The Girton Poetry Group

Not Averse

Outside E5, Girton College

i.

I had a very lovely room this year

Technically two rooms, a set filled with clear

open light.  I knew this before I moved in,

but there was something I didn’t know, a built-in

secret: the inner chamber, the bedroom,

hid a sash window leading out onto the roof.

Just a low roof, bowing over the library, but unfound

for the most part—something to boast of, when on firm ground.

Sneaking onto it, a drop down from the sill

then you paired your steps with God’s—His will

that the chapel’s windows crouched at your feet,

at the place where red brick and bluish glass meet.

Once I knelt for several minutes to catch the choir

in their rehearsal hour, the voices rising higher

than I, who cannot remember if it was that Sunday spell,

Evensong; or Vespers, or Compline, can hope to tell.

ii.

Seven weeks ago I gained the roof for the last time—

it was a strange night, a strange clime.

Earlier I had walked Girton’s woods in dull farewell light

which broke upon branches and skinny bluebells from a height;

this night was greyer still, the huge clouds constituting the sky.

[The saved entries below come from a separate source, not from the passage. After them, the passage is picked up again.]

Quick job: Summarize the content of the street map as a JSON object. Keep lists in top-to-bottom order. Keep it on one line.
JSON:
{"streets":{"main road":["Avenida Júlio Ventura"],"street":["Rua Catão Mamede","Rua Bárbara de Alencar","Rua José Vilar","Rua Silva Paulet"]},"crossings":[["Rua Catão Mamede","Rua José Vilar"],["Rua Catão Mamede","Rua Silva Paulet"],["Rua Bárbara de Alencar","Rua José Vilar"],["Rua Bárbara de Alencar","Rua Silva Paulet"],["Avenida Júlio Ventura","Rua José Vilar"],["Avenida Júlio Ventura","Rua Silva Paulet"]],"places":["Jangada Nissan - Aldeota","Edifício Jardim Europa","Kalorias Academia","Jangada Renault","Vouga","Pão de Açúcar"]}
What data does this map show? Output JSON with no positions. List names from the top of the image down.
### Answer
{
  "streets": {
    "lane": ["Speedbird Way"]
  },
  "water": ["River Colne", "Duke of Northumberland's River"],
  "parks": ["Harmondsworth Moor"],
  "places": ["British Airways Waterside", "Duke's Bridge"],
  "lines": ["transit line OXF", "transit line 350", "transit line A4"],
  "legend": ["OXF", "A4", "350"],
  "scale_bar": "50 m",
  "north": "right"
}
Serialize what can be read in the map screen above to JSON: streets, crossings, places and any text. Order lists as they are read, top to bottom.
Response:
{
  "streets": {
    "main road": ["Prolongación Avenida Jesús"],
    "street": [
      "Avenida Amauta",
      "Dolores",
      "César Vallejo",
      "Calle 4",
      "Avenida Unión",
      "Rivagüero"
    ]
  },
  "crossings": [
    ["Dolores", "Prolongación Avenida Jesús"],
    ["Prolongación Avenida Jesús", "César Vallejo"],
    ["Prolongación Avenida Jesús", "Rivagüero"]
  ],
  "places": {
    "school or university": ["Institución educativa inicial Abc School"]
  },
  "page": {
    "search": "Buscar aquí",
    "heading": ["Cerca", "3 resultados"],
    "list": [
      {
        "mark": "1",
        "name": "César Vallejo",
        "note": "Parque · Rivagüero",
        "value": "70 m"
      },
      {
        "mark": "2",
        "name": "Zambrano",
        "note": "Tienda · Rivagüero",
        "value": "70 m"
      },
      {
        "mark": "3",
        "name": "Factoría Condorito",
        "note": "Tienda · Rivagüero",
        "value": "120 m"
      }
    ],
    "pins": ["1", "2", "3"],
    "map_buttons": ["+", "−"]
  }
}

The globes of orange light from bedrooms were no match for the awry

power of that expanse, its force and height, the way

it was streaked purple and yellow like a charm, the fey

charge of the atmosphere metallic on my tongue,

the scariness of the pines against the sky where they hung.

It felt like a fearsome message sent,

This sky by heavy bolts of colour rent,

A foreshadowing, a marvel, a strange portent.